## What to do
Look through the data below and work out how many lines contain the string "strong". Give the number alone.

## Stored data entries

========================

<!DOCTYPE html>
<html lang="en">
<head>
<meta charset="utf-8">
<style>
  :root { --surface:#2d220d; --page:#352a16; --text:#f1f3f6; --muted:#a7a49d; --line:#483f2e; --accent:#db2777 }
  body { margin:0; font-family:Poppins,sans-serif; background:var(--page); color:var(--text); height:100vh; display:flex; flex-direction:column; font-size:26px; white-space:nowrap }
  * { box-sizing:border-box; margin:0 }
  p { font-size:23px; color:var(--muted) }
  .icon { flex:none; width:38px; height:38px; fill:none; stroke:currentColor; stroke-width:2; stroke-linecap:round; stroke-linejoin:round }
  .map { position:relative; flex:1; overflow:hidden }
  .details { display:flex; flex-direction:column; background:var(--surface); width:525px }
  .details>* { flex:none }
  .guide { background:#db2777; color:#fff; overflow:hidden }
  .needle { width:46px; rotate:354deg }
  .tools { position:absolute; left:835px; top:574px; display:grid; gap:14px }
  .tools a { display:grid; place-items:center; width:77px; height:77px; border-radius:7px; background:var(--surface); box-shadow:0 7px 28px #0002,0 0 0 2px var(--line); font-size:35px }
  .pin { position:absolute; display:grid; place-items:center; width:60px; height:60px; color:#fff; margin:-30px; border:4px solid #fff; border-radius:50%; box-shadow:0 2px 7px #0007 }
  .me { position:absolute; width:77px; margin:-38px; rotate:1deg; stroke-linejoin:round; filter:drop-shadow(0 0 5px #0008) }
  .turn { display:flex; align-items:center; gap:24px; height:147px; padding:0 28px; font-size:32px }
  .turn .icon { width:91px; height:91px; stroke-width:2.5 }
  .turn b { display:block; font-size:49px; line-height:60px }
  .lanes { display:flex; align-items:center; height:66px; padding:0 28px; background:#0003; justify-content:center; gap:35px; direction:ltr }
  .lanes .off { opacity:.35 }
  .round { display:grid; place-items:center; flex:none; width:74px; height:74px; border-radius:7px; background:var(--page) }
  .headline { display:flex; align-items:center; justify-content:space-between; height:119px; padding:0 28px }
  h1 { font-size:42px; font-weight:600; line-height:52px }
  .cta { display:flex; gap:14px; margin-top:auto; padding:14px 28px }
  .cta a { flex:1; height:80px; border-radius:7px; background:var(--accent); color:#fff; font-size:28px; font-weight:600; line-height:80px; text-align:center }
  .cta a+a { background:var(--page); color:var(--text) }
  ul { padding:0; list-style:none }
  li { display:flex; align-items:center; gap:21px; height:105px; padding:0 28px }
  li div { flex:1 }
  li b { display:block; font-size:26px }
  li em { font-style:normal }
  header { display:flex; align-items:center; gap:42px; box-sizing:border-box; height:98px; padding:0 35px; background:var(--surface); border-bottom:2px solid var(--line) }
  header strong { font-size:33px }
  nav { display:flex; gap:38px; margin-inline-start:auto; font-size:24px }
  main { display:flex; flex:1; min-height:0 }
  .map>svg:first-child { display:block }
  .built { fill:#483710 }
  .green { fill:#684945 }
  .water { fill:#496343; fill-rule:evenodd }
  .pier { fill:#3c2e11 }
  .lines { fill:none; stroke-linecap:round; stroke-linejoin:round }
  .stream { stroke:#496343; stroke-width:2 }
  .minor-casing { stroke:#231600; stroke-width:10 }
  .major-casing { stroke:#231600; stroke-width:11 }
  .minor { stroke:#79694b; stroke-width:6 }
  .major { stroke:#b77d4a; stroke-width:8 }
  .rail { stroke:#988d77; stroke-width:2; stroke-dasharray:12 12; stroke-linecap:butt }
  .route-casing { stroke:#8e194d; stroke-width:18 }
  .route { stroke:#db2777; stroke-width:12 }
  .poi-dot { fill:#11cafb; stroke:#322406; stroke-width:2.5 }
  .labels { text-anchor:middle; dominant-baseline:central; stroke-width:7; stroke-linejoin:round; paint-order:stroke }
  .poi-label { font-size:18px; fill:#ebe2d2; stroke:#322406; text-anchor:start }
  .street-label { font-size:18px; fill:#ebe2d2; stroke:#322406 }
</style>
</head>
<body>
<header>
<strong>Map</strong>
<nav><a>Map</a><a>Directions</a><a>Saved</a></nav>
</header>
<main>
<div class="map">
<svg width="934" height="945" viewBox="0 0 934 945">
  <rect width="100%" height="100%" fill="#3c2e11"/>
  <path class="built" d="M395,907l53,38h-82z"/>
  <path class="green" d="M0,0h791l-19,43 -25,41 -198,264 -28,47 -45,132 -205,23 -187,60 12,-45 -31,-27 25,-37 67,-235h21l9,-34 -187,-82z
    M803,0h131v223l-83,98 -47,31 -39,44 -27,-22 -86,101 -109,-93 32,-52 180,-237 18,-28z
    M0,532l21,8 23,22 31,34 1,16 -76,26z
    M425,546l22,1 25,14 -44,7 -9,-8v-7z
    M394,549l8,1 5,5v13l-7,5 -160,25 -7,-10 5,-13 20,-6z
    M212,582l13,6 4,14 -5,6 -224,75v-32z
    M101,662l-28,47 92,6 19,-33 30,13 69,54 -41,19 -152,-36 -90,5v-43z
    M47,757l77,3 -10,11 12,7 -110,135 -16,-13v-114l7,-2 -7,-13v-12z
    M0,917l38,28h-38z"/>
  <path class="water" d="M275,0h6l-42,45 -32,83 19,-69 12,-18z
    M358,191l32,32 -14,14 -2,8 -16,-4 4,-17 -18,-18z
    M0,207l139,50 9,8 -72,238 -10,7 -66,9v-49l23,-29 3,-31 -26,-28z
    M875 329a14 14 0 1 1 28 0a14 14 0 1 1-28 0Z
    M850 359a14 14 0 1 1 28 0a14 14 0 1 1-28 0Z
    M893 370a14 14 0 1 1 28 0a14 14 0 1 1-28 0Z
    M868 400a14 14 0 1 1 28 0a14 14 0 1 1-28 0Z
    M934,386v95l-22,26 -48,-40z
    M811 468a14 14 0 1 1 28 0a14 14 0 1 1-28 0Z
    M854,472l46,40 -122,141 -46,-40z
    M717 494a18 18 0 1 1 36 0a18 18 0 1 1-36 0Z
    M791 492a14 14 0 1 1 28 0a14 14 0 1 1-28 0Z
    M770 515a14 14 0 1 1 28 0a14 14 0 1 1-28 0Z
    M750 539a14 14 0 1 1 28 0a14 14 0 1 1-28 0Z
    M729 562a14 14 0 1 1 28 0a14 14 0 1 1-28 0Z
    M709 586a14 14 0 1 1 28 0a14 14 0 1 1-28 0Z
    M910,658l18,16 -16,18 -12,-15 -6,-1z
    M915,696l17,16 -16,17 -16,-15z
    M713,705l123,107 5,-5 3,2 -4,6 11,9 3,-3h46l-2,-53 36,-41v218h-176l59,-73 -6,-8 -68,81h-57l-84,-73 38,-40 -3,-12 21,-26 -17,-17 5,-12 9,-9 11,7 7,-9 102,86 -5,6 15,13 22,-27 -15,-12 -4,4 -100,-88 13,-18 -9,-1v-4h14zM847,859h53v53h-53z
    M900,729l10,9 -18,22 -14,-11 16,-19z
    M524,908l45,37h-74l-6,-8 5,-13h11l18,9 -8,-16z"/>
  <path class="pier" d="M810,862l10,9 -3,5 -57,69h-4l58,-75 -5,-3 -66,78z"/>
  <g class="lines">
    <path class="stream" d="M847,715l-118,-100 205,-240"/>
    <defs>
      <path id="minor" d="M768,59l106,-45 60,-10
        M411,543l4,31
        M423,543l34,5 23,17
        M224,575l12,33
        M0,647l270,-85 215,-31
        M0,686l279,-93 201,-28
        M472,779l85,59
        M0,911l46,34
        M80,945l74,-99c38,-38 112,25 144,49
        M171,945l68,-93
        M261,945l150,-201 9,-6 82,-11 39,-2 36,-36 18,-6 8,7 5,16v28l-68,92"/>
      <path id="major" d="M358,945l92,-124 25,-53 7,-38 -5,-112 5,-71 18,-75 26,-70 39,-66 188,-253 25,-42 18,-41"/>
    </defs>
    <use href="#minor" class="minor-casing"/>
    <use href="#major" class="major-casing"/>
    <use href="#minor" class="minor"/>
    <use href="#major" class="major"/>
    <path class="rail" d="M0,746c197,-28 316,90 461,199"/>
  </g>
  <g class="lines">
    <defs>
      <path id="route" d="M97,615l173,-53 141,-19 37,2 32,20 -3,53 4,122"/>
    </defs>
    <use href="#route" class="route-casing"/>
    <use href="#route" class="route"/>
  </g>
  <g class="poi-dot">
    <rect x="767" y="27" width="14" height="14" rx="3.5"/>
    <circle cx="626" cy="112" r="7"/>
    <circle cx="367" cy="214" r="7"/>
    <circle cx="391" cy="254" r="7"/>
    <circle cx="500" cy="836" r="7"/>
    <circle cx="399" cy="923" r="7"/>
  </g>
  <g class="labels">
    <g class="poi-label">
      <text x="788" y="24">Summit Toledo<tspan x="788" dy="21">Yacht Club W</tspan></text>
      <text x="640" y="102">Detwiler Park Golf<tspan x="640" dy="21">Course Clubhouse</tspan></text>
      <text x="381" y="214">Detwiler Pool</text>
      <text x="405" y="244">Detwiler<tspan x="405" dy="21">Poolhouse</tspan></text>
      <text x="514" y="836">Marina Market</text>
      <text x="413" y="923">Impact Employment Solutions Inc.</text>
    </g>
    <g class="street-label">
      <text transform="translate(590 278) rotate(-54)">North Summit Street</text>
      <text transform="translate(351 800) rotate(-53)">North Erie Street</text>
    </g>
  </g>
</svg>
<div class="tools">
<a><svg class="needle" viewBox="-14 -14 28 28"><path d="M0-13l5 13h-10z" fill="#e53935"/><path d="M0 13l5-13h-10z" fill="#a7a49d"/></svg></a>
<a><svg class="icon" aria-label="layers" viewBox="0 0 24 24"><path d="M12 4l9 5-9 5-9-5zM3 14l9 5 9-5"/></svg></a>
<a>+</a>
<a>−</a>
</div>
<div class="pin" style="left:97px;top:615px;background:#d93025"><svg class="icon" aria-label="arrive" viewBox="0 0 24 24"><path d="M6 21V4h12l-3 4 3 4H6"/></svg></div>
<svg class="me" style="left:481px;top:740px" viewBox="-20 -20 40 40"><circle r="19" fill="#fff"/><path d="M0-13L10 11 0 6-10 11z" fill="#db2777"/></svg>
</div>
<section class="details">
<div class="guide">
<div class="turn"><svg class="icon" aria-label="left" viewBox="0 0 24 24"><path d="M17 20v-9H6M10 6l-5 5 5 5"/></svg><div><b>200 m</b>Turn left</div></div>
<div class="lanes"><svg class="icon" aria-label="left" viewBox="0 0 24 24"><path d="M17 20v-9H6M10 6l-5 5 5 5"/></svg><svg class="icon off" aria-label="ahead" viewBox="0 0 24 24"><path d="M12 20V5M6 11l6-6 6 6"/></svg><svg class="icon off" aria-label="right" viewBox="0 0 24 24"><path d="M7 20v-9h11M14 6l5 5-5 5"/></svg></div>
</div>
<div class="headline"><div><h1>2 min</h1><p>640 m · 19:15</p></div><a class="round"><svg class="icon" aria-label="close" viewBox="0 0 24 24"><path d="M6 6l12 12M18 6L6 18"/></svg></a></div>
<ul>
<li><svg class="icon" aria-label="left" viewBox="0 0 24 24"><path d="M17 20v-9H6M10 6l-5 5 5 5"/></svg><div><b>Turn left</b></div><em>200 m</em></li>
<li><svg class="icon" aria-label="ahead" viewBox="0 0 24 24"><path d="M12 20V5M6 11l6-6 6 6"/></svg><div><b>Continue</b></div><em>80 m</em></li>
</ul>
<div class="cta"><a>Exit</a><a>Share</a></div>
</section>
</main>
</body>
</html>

========================

## Output
2